* _Listed entries_
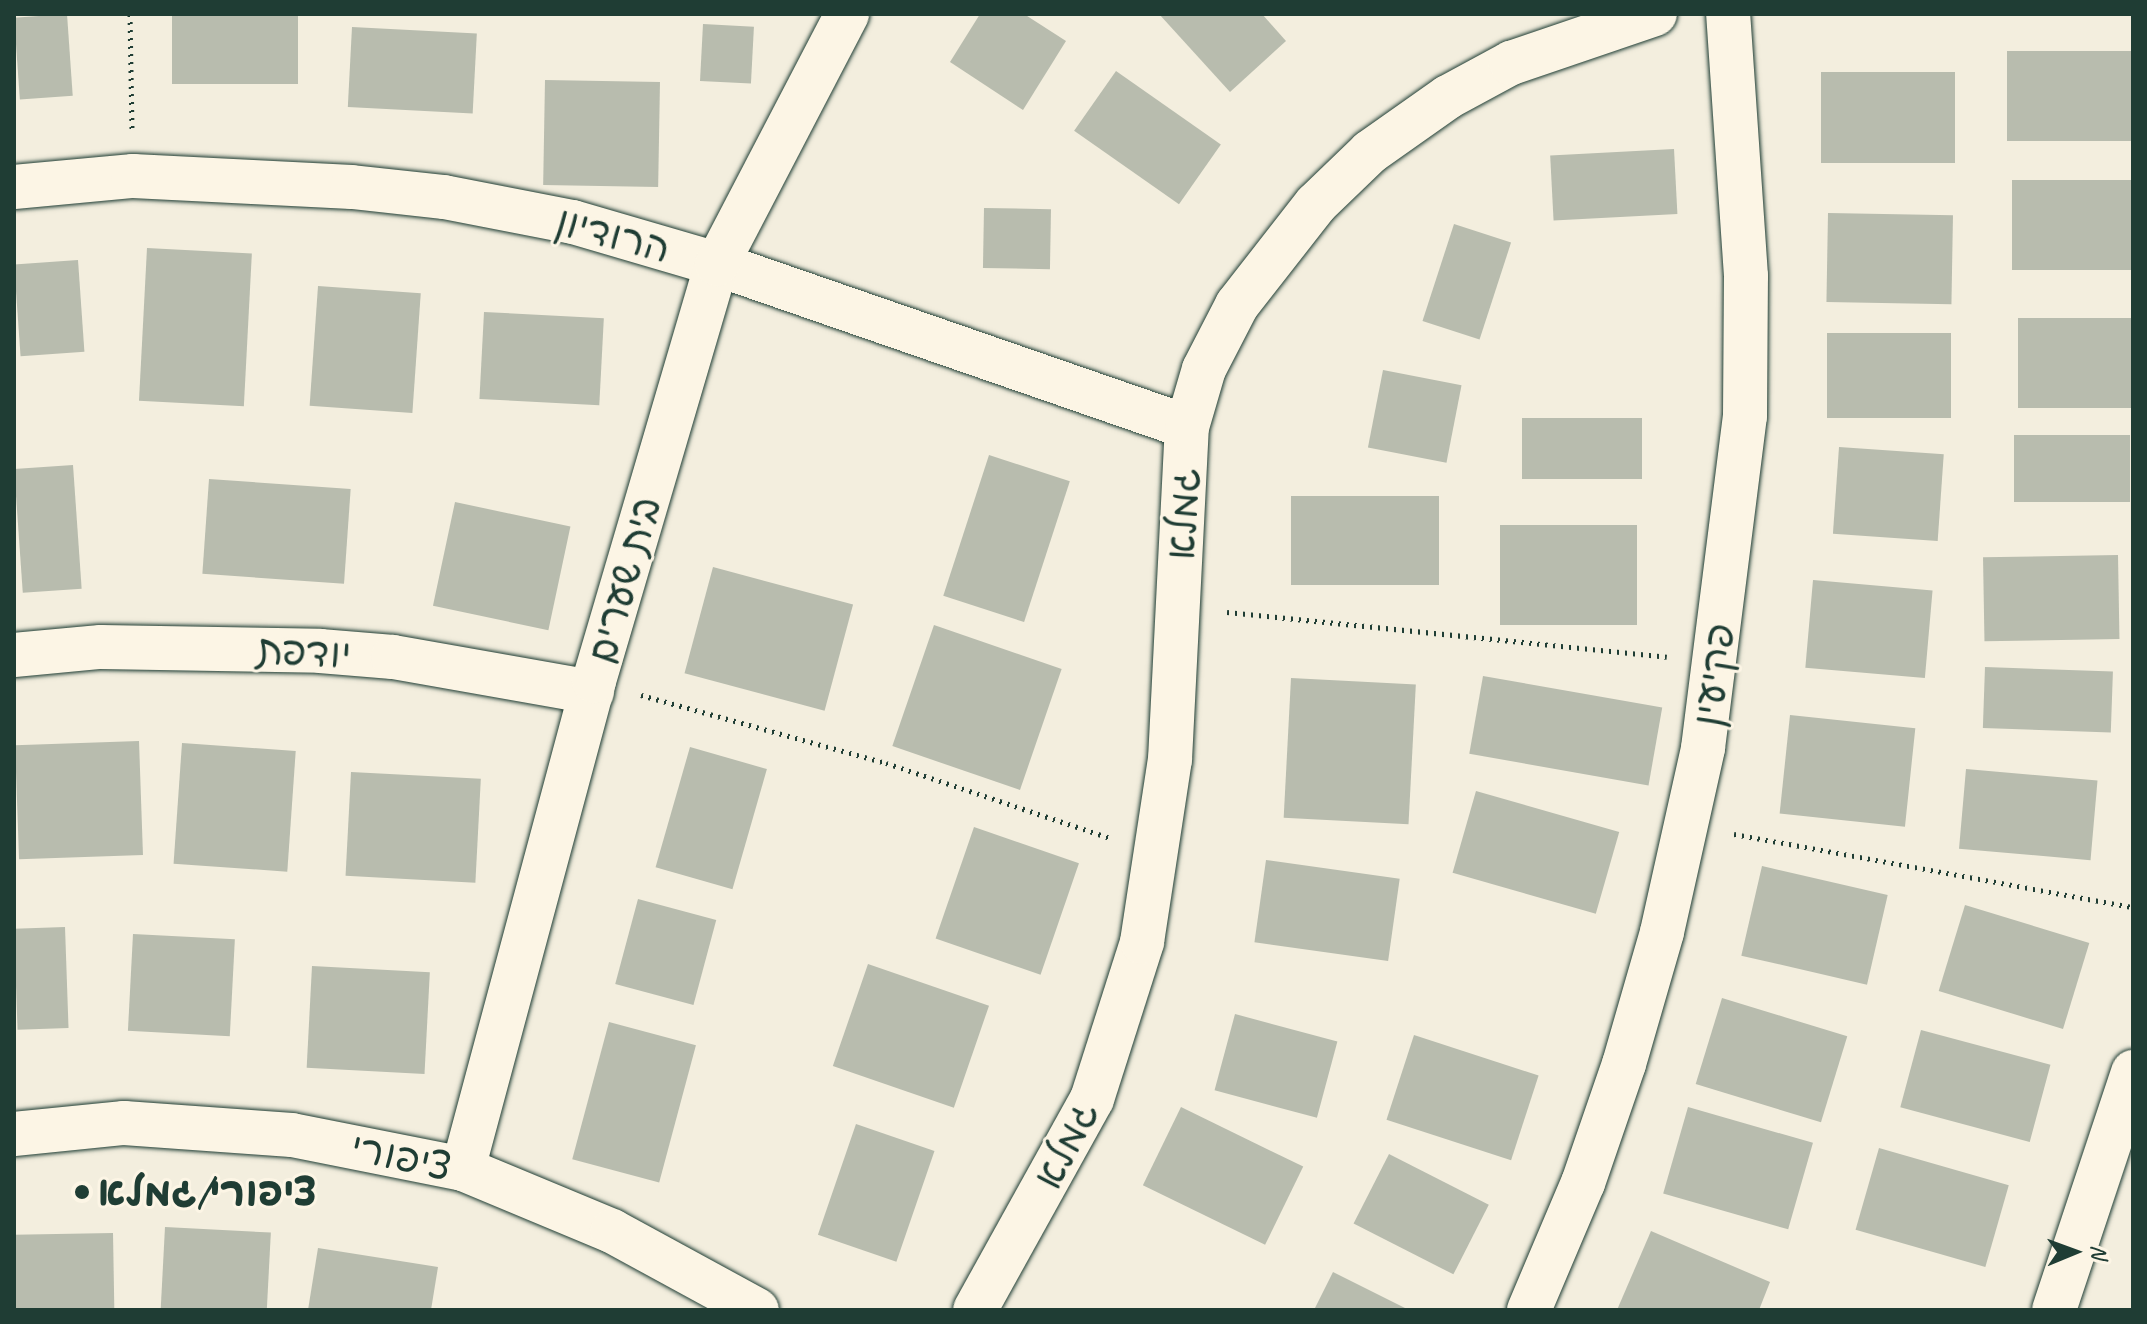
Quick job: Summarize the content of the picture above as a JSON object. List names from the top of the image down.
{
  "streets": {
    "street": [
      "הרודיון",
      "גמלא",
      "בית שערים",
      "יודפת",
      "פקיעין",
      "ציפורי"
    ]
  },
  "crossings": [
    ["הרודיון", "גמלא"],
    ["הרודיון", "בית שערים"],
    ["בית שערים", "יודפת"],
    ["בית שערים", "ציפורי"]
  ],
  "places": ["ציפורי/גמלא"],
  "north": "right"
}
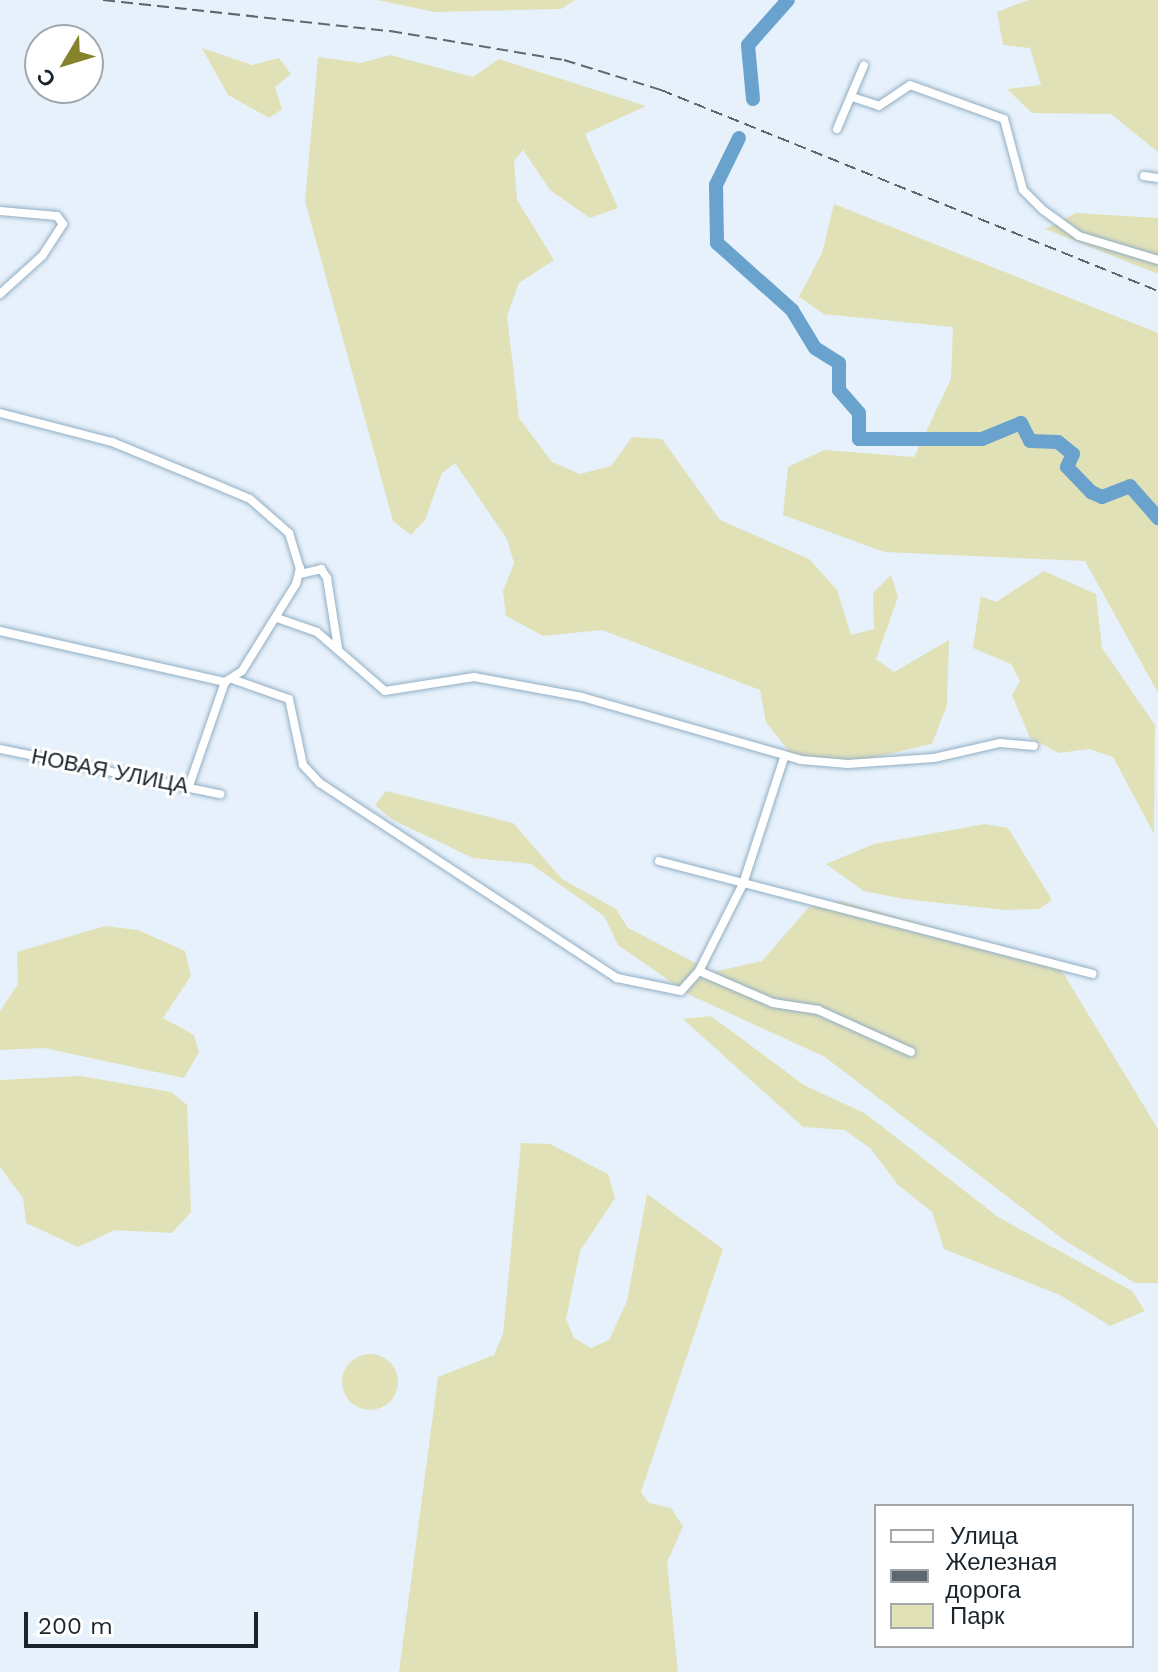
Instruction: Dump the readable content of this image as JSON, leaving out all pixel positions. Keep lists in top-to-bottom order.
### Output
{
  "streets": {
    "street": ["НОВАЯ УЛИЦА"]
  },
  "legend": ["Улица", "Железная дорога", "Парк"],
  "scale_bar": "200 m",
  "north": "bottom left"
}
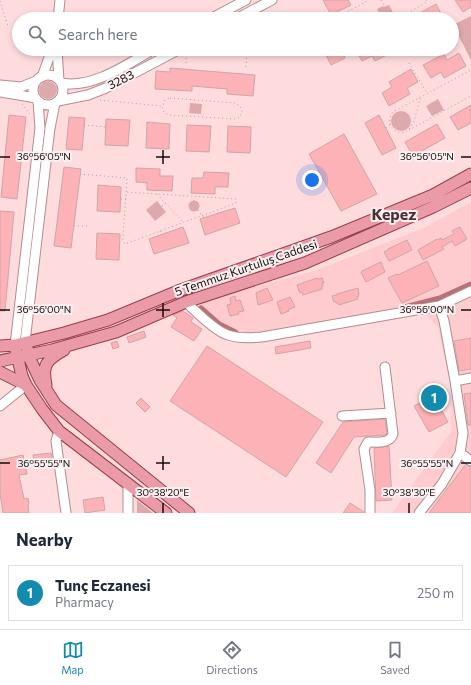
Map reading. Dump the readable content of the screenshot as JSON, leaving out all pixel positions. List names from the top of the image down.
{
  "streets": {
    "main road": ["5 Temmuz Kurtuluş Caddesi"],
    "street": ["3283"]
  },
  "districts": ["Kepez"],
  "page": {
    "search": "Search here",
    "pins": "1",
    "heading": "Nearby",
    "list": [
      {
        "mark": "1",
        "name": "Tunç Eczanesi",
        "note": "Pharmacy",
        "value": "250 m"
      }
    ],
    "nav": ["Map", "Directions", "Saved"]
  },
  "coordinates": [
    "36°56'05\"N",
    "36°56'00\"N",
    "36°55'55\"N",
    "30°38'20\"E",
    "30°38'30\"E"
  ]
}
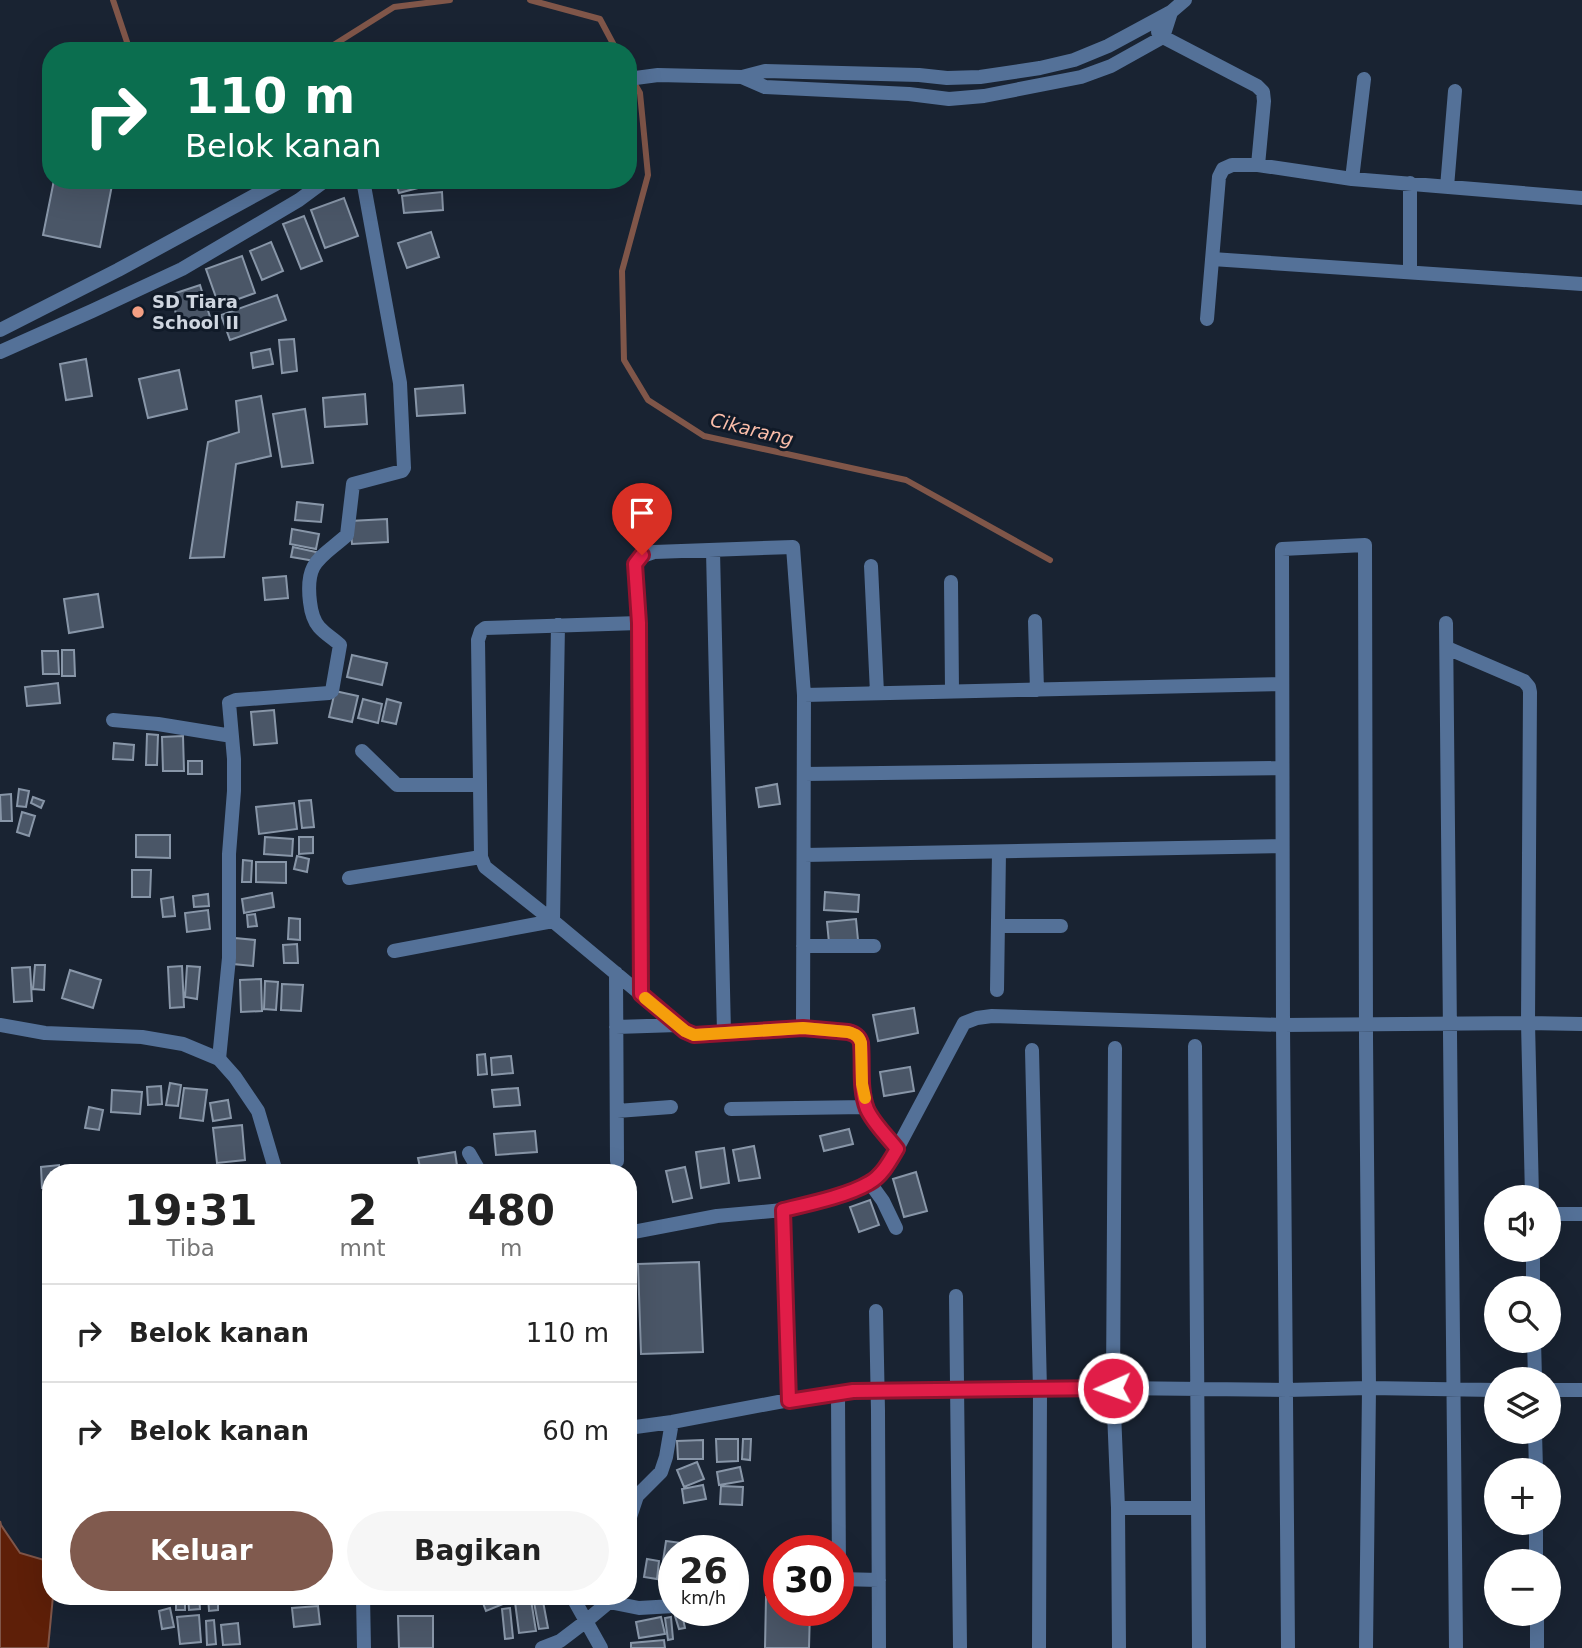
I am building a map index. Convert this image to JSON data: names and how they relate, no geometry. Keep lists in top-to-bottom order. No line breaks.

* _Task directions_
Where a line in the material contains "lists", copy that line.

* _Answer to the exercise_
Instruction: Dump the readable content of this image as JSON, leaving out all pixel positions. Keep lists in top-to-bottom order.
I am building a map index. Convert this image to JSON data: names and how they relate, no geometry. Keep lists in top-to-bottom order. No line breaks.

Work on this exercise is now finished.